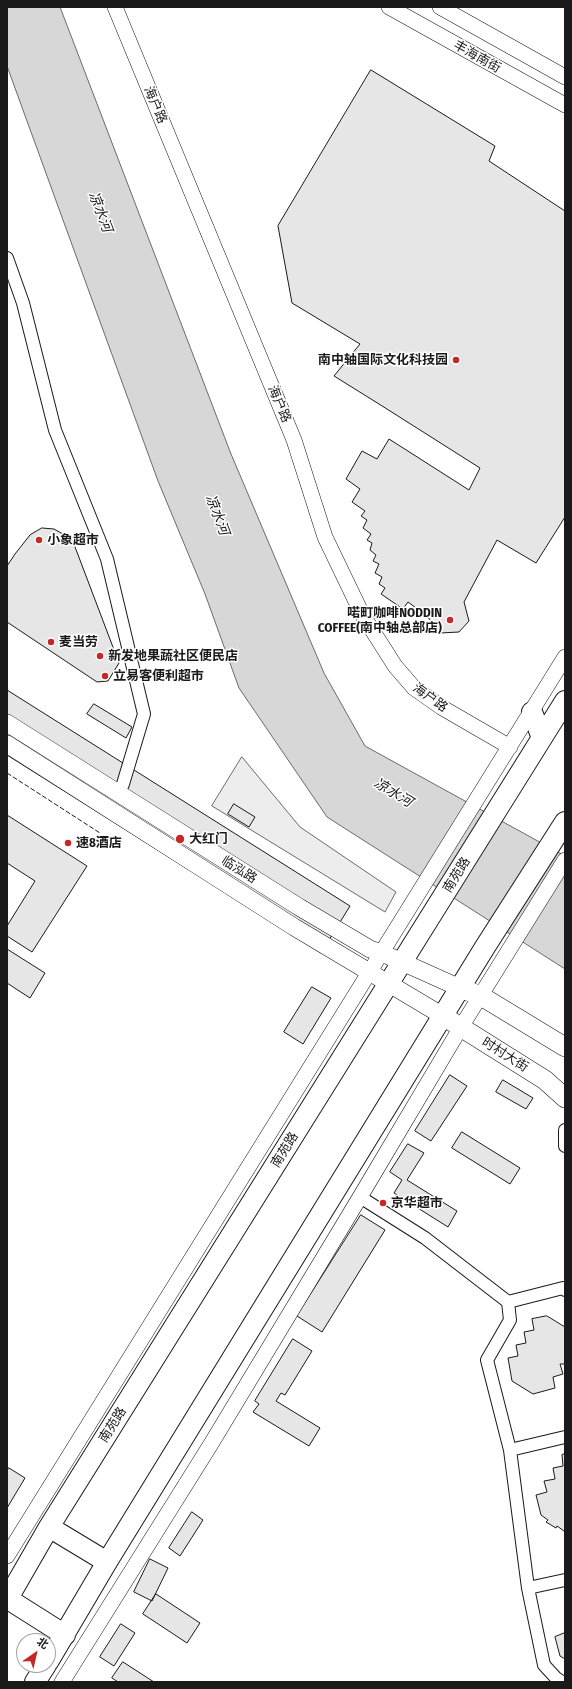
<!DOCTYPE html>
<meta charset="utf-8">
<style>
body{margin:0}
#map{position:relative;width:572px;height:1689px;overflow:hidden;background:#fff;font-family:"Fira Sans Condensed","Noto Sans SC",sans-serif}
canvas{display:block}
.frame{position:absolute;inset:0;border:8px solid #1a1a1a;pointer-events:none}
.north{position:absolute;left:16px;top:1633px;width:40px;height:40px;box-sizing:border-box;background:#fff;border:1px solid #a3a3a3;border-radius:50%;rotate:34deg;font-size:11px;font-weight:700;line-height:16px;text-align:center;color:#1a1a1a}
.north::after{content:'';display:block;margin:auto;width:14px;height:18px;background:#c62828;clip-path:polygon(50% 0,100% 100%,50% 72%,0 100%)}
</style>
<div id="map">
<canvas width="572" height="1689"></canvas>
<div class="frame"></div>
<div class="north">北</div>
</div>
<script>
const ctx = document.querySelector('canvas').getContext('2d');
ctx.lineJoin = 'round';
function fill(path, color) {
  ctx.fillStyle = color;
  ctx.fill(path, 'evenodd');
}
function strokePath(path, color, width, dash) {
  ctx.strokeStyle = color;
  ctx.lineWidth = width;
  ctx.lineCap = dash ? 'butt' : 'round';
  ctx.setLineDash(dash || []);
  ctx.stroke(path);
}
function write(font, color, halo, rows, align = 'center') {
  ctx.font = font + ' "Fira Sans Condensed","Noto Sans SC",sans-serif';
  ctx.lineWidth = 3;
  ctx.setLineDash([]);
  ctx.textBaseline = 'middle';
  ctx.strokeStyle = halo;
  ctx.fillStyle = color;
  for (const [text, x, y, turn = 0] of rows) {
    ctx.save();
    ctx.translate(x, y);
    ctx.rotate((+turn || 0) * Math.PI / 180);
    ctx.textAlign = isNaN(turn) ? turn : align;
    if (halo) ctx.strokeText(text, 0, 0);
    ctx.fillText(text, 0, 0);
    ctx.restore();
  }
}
const built = new Path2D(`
 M242,757l58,70 96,65 -11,20 -173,-106z`);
fill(built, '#ededed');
strokePath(built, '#6a6a6a', 1);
const water = new Path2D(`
 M7,7h53l171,447 93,219 41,73 200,110v113l-238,-152 -88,-129 -34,-94 -47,-113 -151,-415z`);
fill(water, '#d7d7d7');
strokePath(water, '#6a6a6a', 1);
const building = new Path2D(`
 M371,70l124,76 -6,15 76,50v306l-29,46 -39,-23 -33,62 5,19 -10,11 -19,1 -13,-17 -19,-14 -5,7 -22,-15 4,-6 -6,-4 3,-7 -7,-4 4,-9 -6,-3 3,-6 -6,-5 2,-7 -5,-3 4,-6 -8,-6 4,-8 -6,-4 4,-5 -13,-9 8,-13 -14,-10 16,-28 15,8 12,-20 80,51 11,-22 -101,-64 -45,-28 26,-32 -68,-41 -14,-77z
 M42,528l12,1 18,10 47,124 -11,18 -11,1 -90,-60v-56l8,-12 15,-19z
 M7,690l343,216 -29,47 -314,-198z
 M94,704l38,23 -6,11 -39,-24z
 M234,804l21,13 -6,10 -21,-13z
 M7,815l80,51 -55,86 -25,-16v-10l28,-45 -28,-18z
 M7,949l38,24 -15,25 -23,-15z
 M312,987l19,11 -28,46 -19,-12z
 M450,1075l17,11 -36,55 -16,-10z
 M503,1080l30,18 -7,11 -30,-17z
 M462,1132l58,36 -10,16 -58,-36z
 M408,1144l16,9 -17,27 50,31 -9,16 -54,-34 8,-13 -12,-8z
 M361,1215l24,15 -63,102 -25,-16z
 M547,1316l18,11v37h-5l3,10 -10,3 2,11 -22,6 -21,-13 -4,-23 10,-2 -2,-11 10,-2 -2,-11 10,-2 -2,-11z
 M293,1339l19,12 -27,44 -4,-2 -5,8 44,27 -11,18 -56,-34 6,-8 -4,-3z
 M565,1454v76l-1,1 -7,-5 -1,2 -10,-6 2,-2 -7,-5 -5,-20 11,-3 -3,-11 11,-2 -2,-11 10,-2 -1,-11z
 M9,1468l16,10 -18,30v-37z
 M192,1512l11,8 -23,36 -11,-8z
 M150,1559l18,9 -16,33 -18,-9z
 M156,1594l44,29 -13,20 -44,-29z
 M121,1624l14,9 -21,33 -14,-9z
 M565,1633v26l-5,-3 -5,-19z
 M123,1662l31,20h-36l-6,-4z`);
fill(building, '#e6e6e6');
strokePath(building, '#1a1a1a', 1);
const minor = new Path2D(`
 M7,258l16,45 32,127 52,129 37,155 -21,70 -5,10
 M565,1130v16
 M360,1197l65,41 83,64 55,-14 2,2
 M508,1302l2,18 -23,40 23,90 18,138 16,77 12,13 6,4
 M510,1450l55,-13
 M528,1588l37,-8`);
const tertiary = new Path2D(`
 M115,7l179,433 31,97 37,77 33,52 19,22 27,19 69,40
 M389,7l176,98
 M440,7l125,70
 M7,1556l558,-899
 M62,1682l149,-238 149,-247 101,-170 104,-167`);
const secondary = new Path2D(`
 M7,723l292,184 71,42 12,4 78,35
 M7,744l287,183 149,89`);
const primary = new Path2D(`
 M460,988l21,8 84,51
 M443,1016l102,64 20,18`);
const trunk = new Path2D(`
 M532,712l10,26
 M49,1527l58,35
 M8,1599l57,36
 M7,1600l42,-73 516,-826
 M48,1662l59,-100 378,-615 80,-125
 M35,1682l11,-17`);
strokePath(minor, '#1a1a1a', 14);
strokePath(tertiary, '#1a1a1a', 16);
strokePath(secondary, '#1a1a1a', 18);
strokePath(primary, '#1a1a1a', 20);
strokePath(trunk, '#1a1a1a', 22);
strokePath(minor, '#fff', 12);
strokePath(tertiary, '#fff', 15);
strokePath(secondary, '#fff', 17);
strokePath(primary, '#fff', 19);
strokePath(trunk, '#fff', 20);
strokePath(new Path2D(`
 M7,773l93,60`), '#1a1a1a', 1, [5, 2]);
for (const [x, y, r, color] of [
 [456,360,4,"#c62828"],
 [39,540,4,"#c62828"],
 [450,620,4,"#c62828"],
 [51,642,4,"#c62828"],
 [100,656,4,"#c62828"],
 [105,676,4,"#c62828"],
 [180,839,5,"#c62828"],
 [68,843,4,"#c62828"],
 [383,1203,4,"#c62828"]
]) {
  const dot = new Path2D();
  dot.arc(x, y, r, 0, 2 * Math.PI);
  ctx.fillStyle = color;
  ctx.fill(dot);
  strokePath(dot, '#fff', 1.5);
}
write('13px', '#1a1a1a', '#fff', [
 ["丰海南街",477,57,29],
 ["海户路",155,105,67],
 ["海户路",279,404,67],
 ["海户路",430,698,36],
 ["临泓路",239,870,32],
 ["南苑路",457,875,-58],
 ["时村大街",505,1055,32],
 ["南苑路",285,1150,-58],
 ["南苑路",113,1425,-58]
]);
write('bold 13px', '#1a1a1a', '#fff', [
 ["南中轴国际文化科技园",448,360,"right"],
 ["小象超市",47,540],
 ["喏町咖啡NODDIN",442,613,"right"],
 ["COFFEE(南中轴总部店)",442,628,"right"],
 ["麦当劳",59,642],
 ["新发地果蔬社区便民店",108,656],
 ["立易客便利超市",113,676],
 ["大红门",189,839],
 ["速8酒店",76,843],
 ["京华超市",391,1203]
], 'left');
write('italic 14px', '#1a1a1a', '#fff', [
 ["凉水河",100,212,69],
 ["凉水河",217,515,69],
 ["凉水河",393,793,31]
]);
</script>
==============================
▶ _EXERCISE_
Retype exactly. Include each line from the start of the material through the line holding "M371,70l124,76 -6,15 76,50v306l-29,46", and leave the pictures out.

▶ _WRITTEN SOLUTION_
<!DOCTYPE html>
<meta charset="utf-8">
<style>
body{margin:0}
#map{position:relative;width:572px;height:1689px;overflow:hidden;background:#fff;font-family:"Fira Sans Condensed","Noto Sans SC",sans-serif}
canvas{display:block}
.frame{position:absolute;inset:0;border:8px solid #1a1a1a;pointer-events:none}
.north{position:absolute;left:16px;top:1633px;width:40px;height:40px;box-sizing:border-box;background:#fff;border:1px solid #a3a3a3;border-radius:50%;rotate:34deg;font-size:11px;font-weight:700;line-height:16px;text-align:center;color:#1a1a1a}
.north::after{content:'';display:block;margin:auto;width:14px;height:18px;background:#c62828;clip-path:polygon(50% 0,100% 100%,50% 72%,0 100%)}
</style>
<div id="map">
<canvas width="572" height="1689"></canvas>
<div class="frame"></div>
<div class="north">北</div>
</div>
<script>
const ctx = document.querySelector('canvas').getContext('2d');
ctx.lineJoin = 'round';
function fill(path, color) {
  ctx.fillStyle = color;
  ctx.fill(path, 'evenodd');
}
function strokePath(path, color, width, dash) {
  ctx.strokeStyle = color;
  ctx.lineWidth = width;
  ctx.lineCap = dash ? 'butt' : 'round';
  ctx.setLineDash(dash || []);
  ctx.stroke(path);
}
function write(font, color, halo, rows, align = 'center') {
  ctx.font = font + ' "Fira Sans Condensed","Noto Sans SC",sans-serif';
  ctx.lineWidth = 3;
  ctx.setLineDash([]);
  ctx.textBaseline = 'middle';
  ctx.strokeStyle = halo;
  ctx.fillStyle = color;
  for (const [text, x, y, turn = 0] of rows) {
    ctx.save();
    ctx.translate(x, y);
    ctx.rotate((+turn || 0) * Math.PI / 180);
    ctx.textAlign = isNaN(turn) ? turn : align;
    if (halo) ctx.strokeText(text, 0, 0);
    ctx.fillText(text, 0, 0);
    ctx.restore();
  }
}
const built = new Path2D(`
 M242,757l58,70 96,65 -11,20 -173,-106z`);
fill(built, '#ededed');
strokePath(built, '#6a6a6a', 1);
const water = new Path2D(`
 M7,7h53l171,447 93,219 41,73 200,110v113l-238,-152 -88,-129 -34,-94 -47,-113 -151,-415z`);
fill(water, '#d7d7d7');
strokePath(water, '#6a6a6a', 1);
const building = new Path2D(`
 M371,70l124,76 -6,15 76,50v306l-29,46 -39,-23 -33,62 5,19 -10,11 -19,1 -13,-17 -19,-14 -5,7 -22,-15 4,-6 -6,-4 3,-7 -7,-4 4,-9 -6,-3 3,-6 -6,-5 2,-7 -5,-3 4,-6 -8,-6 4,-8 -6,-4 4,-5 -13,-9 8,-13 -14,-10 16,-28 15,8 12,-20 80,51 11,-22 -101,-64 -45,-28 26,-32 -68,-41 -14,-77z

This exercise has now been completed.